Decía san Josemaría Escrivá que Jesucristo nos busca como buscó a los dos discípulos de Emaús, «saliéndoles al encuentro; como buscó a Tomás y le enseñó e hizo que tocara con sus dedos las llagas abiertas en las manos y en el costado» (Es Cristo que pasa, n. 75). Asimismo, «está siempre esperando que volvamos a Él», precisamente «porque conoce nuestra debilidad» (idem). Y ese es el camino para encontrarnos con Él y encarnar su mirada resucitada en la nuestra; desde la fragilidad, desde la pobreza personal, desde ese cuidado al prójimo que no conoce condiciones, ni muros, ni fronteras. Al fin y al cabo, la misericordia debe definir nuestra actitud ante cada persona y acontecimiento de nuestra vida.

 

Este Domingo de la Divina Misericordia nos invita a compartir a manos llenas el tesoro inagotable que cobija un corazón que se ha dejado cautivar por el Señor. Solo así podremos llegar a construir una sociedad profundamente humana, fraterna, justa y pacífica, que sea capaz de opacar el propio yo para iluminar la entraña de la tierra.

 

Seamos como Jesús, quien –en la Cruz– otorga su perdón y ora por quienes lo han crucificado (cf.
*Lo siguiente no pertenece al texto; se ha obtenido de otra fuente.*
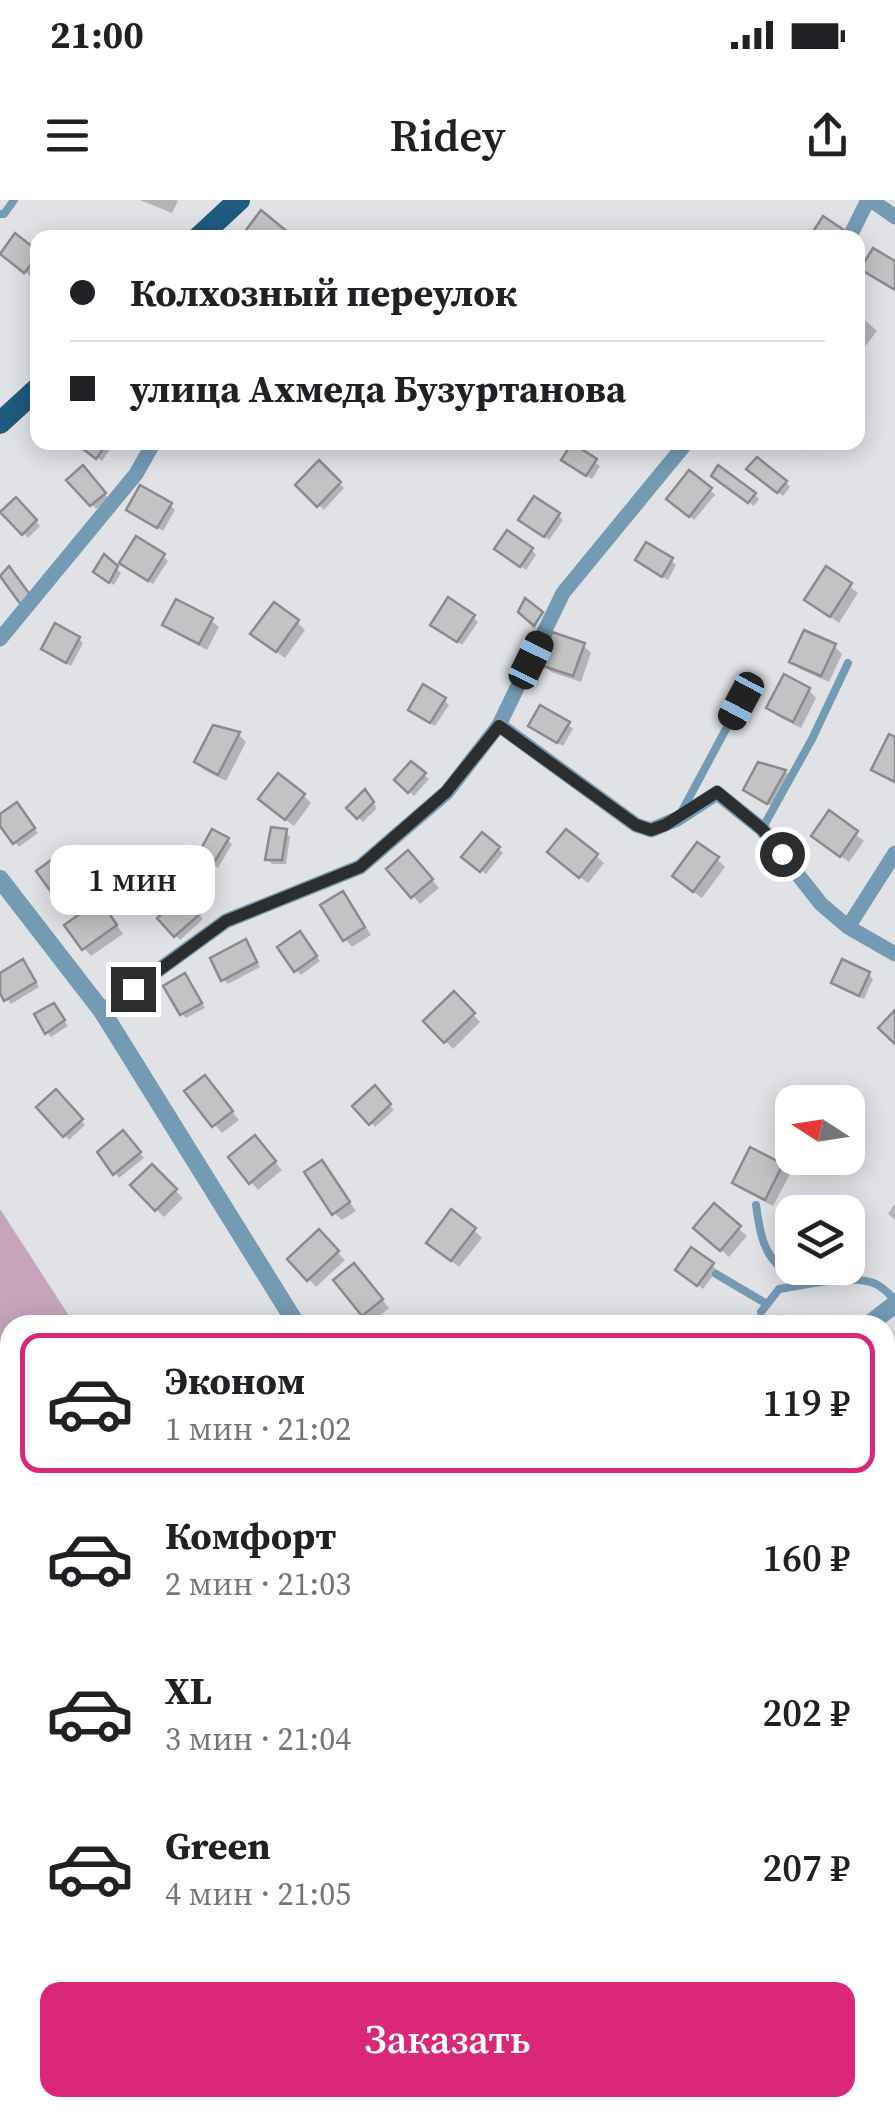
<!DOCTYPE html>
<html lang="ru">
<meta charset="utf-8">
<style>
:root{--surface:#fff;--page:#f6f6f6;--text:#202124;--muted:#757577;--line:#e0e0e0;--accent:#db2777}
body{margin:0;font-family:"Source Serif 4",serif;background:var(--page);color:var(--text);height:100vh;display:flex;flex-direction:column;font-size:38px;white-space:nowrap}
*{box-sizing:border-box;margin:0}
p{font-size:32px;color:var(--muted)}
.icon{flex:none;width:55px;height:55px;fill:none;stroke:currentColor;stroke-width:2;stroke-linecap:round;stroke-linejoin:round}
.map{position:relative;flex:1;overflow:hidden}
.sheet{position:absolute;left:0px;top:1115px;width:895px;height:802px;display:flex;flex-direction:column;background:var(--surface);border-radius:30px 30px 0 0;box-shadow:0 5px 25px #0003}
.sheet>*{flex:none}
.banner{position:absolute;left:30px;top:30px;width:835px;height:220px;border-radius:20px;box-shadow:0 5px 25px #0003;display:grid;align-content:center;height:220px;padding:0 40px;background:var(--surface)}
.needle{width:65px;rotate:282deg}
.fabs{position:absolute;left:775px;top:885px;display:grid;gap:20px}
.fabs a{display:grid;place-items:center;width:90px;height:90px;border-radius:20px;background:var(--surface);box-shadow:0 5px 25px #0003;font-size:50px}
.end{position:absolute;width:45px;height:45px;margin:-22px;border:12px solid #2c2d2e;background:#fff;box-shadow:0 0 0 5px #fff}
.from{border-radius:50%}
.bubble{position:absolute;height:70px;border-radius:20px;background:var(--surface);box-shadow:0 5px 25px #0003;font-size:32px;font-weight:600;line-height:70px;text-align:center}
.car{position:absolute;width:30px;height:60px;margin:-30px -15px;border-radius:12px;box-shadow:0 0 8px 2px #0007;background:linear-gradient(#222 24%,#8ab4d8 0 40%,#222 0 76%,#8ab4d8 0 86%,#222 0)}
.banner b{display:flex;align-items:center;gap:35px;height:95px;font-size:38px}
.banner b+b{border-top:2px solid var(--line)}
.banner i{width:25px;height:25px;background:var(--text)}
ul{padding:18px 0 0;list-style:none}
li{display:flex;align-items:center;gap:30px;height:140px;margin:0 20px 15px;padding:0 20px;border:5px solid transparent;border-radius:20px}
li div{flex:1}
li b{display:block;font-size:38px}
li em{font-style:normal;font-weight:600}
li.current{border-color:var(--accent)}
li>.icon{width:90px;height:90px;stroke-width:1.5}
.cta{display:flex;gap:20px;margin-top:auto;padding:20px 40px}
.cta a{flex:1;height:115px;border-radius:20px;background:var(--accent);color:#fff;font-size:40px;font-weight:600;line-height:115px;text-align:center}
.status{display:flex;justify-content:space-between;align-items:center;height:70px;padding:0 50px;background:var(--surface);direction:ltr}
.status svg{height:28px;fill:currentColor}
header{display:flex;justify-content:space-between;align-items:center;height:130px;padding:0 40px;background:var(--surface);font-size:45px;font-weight:600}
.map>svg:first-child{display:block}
.green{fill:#c6a5bc}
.shadow{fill:#0003}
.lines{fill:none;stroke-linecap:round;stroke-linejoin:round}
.stream{stroke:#84c2cc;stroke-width:5}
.building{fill:#c3c2c5;stroke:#8c8a8e;stroke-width:2.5}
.service{stroke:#759ab4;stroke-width:8}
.minor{stroke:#759ab4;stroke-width:15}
.tertiary{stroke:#759ab4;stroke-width:18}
.primary{stroke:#1f5a7f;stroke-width:22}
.route{stroke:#2c2d2e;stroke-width:12}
</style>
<div class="status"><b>21:00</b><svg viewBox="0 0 49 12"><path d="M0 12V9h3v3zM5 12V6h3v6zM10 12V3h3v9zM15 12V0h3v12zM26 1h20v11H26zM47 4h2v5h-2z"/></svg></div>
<header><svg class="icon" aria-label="menu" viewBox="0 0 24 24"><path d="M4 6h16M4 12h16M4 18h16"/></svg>Ridey<svg class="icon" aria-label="share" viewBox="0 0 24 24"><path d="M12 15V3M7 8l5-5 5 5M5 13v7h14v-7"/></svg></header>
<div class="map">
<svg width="895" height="1917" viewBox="0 0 895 1917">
<rect width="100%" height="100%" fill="#e1e2e6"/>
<path class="green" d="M0 1009 75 1125H10V1168L0 1155Z
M0 1372 5 1395 10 1399V1661L0 1656Z"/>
<path class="shadow" d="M140 0H176L178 1 172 13Z
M38 54V66L30 76 7 58Z
M858 114 877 131 863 149 858 145Z
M77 242H115L102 261Z
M789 242H807L801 251Z
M573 246 600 266 592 279 569 264Z
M319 264 344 288 324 310 298 285Z
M87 273 109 299 96 309 69 280Z
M754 273 786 282 790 287 783 296Z
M719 281 755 295 759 299 754 306Z
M710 290 715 295 694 320 674 303Z
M16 301 40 326 28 338 4 312Z
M170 305 175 310 163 331 134 314Z
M558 315 563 320 549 340 526 324Z
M532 350 536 355 526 370 501 353Z
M163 356 168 361 153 384 127 367Z
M104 357 121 373 114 385 100 376Z
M671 360 676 365 668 380 643 364Z
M827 370 858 393 839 423 807 400Z
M473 417 478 422 462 445 438 429Z
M211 420 219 427 207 450 173 432 165 425Z
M297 422 305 430 285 458 261 441Z
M79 439 83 443 71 466 48 453Z
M583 445 591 453 581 482 551 472 543 464Z
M834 446 842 454 829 482 800 469 792 462Z
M809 490 816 498 801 528 777 516 769 508Z
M444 500 449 505 435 526 415 514Z
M568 524 573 529 563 546 536 530Z
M238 534 246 542 226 581 204 570 197 562Z
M759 565 785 572 790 576 773 607 750 594Z
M424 575 429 579 414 596 397 580Z
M304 596 311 603 294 626 268 607Z
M369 597 377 608 363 622 349 608Z
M21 610 38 633 19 647 0 621V617Z
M829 614 864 641 849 662 822 643Z
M286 632 290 637 286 664H272L268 660Z
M227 640 232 644 218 668 200 656Z
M498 648 503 653 486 674 469 661Z
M596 656 604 663 588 683 558 660Z
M76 657 93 680 64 702 56 694Z
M717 659 725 667 702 698 682 684Z
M416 661 439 688 420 704 413 696Z
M342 694 350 702 371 735 352 747 345 739Z
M184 697 203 719 180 740 160 718Z
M107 711 123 734 91 756 84 748Z
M304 739 320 761 301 775 296 770Z
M250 747 260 767 228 784 223 779Z
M27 767 39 787 11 804 0 788V776Z
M868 774 873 779 864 799 839 787 834 782Z
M189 781 205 808 186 818 182 814Z
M454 795 480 822 453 849 426 821Z
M58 811 68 826 51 837 47 832Z
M212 886 239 920 222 933 187 891Z
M374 889 394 910 375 927 355 906Z
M56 893 85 925 69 940 40 907Z
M128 938 144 958 119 978 101 953Z
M262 946 282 970 258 990 251 982Z
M751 951 782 966 790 974 773 1006 742 990 735 983Z
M322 963 356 1011 342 1020 334 1013Z
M152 967 183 998 164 1017 133 986Z
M895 1003V1020L888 1014Z
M714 1007 747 1036 729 1057 704 1035Z
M474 1030 482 1038 459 1067 437 1050Z
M319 1033 345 1060 316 1087 290 1059Z
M712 1065 717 1070 703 1089 683 1074Z
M361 1074 389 1108 372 1122 364 1114Z
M782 1114 794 1125H773Z
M0 1241 7 1250 0 1256Z
M895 1571V1590L887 1582Z
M0 1672 10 1682 0 1694Z
M0 1697 10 1708 7 1715 0 1708Z"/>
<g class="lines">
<path class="stream" d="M0 1439 10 1445
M885 1745 895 1754"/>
</g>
<path class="building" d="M261 10 295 38H255L246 30Z
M823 16 844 30 838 38H815L811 35Z
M15 33 38 51V56L24 73 0 54Z
M873 48 895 61V90L860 69Z
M74 242H108L96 259Z
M572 243 597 259 586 276 561 260Z
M757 257 787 281 777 293 746 269Z
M319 260 341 282 317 307 295 285Z
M83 265 106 293 90 306 66 280Z
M718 265 756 293 748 303 711 276Z
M689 270 712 288 689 317 666 299Z
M140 285 172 303 157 328 126 310Z
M534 296 560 313 544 337 518 320Z
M16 297 37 320 22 335 0 312Z
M507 330 533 348 520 367 494 349Z
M136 336 165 354 148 381 119 363Z
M646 342 673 358 662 377 635 360Z
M104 354 118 366 109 383 93 372Z
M9 366 31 396 21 405 0 376Z
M826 366 852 383 830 417 804 400Z
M448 397 475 415 457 442 430 425Z
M525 398 543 412 534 426 518 412Z
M176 399 213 418 199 444 162 425Z
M274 402 299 420 276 452 250 434Z
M55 423 80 437 66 463 41 449Z
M804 430 836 444 821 476 789 462Z
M552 432 585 443 573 476 540 465Z
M784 474 810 488 793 522 766 508Z
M423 484 446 498 430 523 408 510Z
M540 505 570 522 557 543 528 526Z
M213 525 240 532 218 575 194 562Z
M889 534 895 537V582L871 570Z
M411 561 426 573 408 593 394 580Z
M758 562 786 570 767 604 743 590Z
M278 573 305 594 285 620 258 599Z
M365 589 374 602 357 619 346 608Z
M17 602 35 628 13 644 0 626V614Z
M829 610 858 631 840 657 811 636Z
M271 627 287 629 282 660H265Z
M212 629 229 638 212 666 197 656Z
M566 629 598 654 579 678 547 652Z
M482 632 500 647 480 672 461 657Z
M697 642 719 657 693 692 672 676Z
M69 647 87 672 54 696 36 671Z
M408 650 433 679 411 698 386 669Z
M343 691 365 727 343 741 320 705Z
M184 694 201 713 174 737 157 718Z
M100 700 117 725 82 750 64 725Z
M300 731 317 756 294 772 277 747Z
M246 739 257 762 221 781 210 758Z
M23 759 36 782 4 801 0 793V773Z
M842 759 870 772 859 796 831 783Z
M185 773 202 803 180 815 163 786Z
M454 791 475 813 444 843 423 821Z
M54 803 65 820 45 834 34 814Z
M895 810V844L878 828Z
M205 875 233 911 212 927 184 891Z
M375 885 391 904 369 925 352 906Z
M56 889 83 919 63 937 36 907Z
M123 930 141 952 113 975 97 952Z
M255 935 276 961 249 984 228 957Z
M750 947 783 964 765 1000 732 983Z
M322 960 350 1002 332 1015 304 972Z
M152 964 177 989 155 1011 130 985Z
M714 1003 741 1026 720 1051 693 1028Z
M451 1009 476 1028 451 1061 426 1043Z
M319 1029 339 1051 307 1081 287 1059Z
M691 1047 714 1063 697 1086 675 1070Z
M354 1063 383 1099 362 1116 333 1080Z
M664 1908H700L705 1914 701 1917H663L658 1912Z"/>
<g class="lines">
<path class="service" d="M0 14H4L14 0
M682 611 741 501
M762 629 812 539 848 463
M756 1005C762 1047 766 1061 803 1085
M716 1074 767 1104
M761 1112 779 1089C807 1085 851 1073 876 1084 884 1088 889 1094 895 1100
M885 1667 895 1657"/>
<path class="minor" d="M871 0 895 17
M849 38 868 0
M0 439 136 274 154 242
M499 525 636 625 651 630 677 619 717 593 762 629 821 704 848 727 895 754
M848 727 895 653
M102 811 226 721 360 667 447 592 499 525 563 393 687 242
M0 1656 10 1661
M885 1696 895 1707
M355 1908 365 1917"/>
<path class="tertiary" d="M0 679 102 811 297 1125
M868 1125 895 1104
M630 1908 636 1917
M423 1917 438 1908"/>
<path class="primary" d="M198 38 239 0
M0 223 38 188"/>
</g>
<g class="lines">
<path class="route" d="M133 789 226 721 360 667 446 592 499 526 636 625 651 630 665 625 717 592 762 629 782 654"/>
</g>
</svg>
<div class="fabs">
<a><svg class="needle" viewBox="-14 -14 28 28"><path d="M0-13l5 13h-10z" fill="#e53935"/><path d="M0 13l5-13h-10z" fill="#757577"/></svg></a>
<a><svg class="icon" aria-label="layers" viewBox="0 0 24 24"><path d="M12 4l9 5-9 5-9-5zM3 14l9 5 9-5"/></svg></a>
</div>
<i class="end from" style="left:782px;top:654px"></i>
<i class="end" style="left:133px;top:789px"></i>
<div class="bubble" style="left:50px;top:645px;width:165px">1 мин</div>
<i class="car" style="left:531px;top:460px;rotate:26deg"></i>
<i class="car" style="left:741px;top:501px;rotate:208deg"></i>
<div class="banner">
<b><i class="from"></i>Колхозный переулок</b>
<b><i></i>улица Ахмеда Бузуртанова</b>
</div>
<section class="sheet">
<ul>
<li class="current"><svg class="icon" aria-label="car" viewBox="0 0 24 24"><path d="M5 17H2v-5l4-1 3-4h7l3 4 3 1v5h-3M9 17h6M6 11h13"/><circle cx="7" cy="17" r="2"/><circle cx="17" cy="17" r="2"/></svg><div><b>Эконом</b><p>1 мин · 21:02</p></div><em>119 ₽</em></li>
<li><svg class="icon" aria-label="car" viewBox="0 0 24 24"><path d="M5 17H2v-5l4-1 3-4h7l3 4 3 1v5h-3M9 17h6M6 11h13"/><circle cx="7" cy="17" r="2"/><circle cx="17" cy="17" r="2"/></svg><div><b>Комфорт</b><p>2 мин · 21:03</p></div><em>160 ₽</em></li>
<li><svg class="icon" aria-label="car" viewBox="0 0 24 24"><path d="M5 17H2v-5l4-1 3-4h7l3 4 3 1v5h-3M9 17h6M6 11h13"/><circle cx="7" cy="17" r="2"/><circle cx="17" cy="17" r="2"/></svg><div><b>XL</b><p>3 мин · 21:04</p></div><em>202 ₽</em></li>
<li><svg class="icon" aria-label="car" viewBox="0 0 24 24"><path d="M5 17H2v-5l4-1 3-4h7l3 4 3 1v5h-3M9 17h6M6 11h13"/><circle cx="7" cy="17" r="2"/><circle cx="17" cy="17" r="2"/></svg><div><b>Green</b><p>4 мин · 21:05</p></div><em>207 ₽</em></li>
</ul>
<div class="cta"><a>Заказать</a></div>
</section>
</div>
Lc 23, 34.43).

 

Para abrazar por entero la misericordia y sus obras –tanto espirituales como corporales–, a veces, hemos de acariciar la aspereza de la cruz y caminar por las estaciones del vía crucis hasta llegar a la Resurrección. Así, «en la medida en que nos configuramos con Cristo que se entrega, somos transformados», decía san Bernardo. Por tanto, obrando siempre con santidad y justicia (cf. Mt 5, 20), venceremos la dureza del corazón ante la llamada de Dios.

 

Le pedimos a María, Madre de la Misericordia, que nos enseñe a confiar plenamente en Dios y que seamos siempre misericordiosos con el prójimo por medio de nuestras palabras, acciones y oraciones. Porque no podemos olvidar que la fe sin obras, «por muy fuerte que sea», como dejó escrito santa Faustina, «es inútil» (Diario, 742).

 

Con mi felicitación pascual, pido a Dios que os bendiga.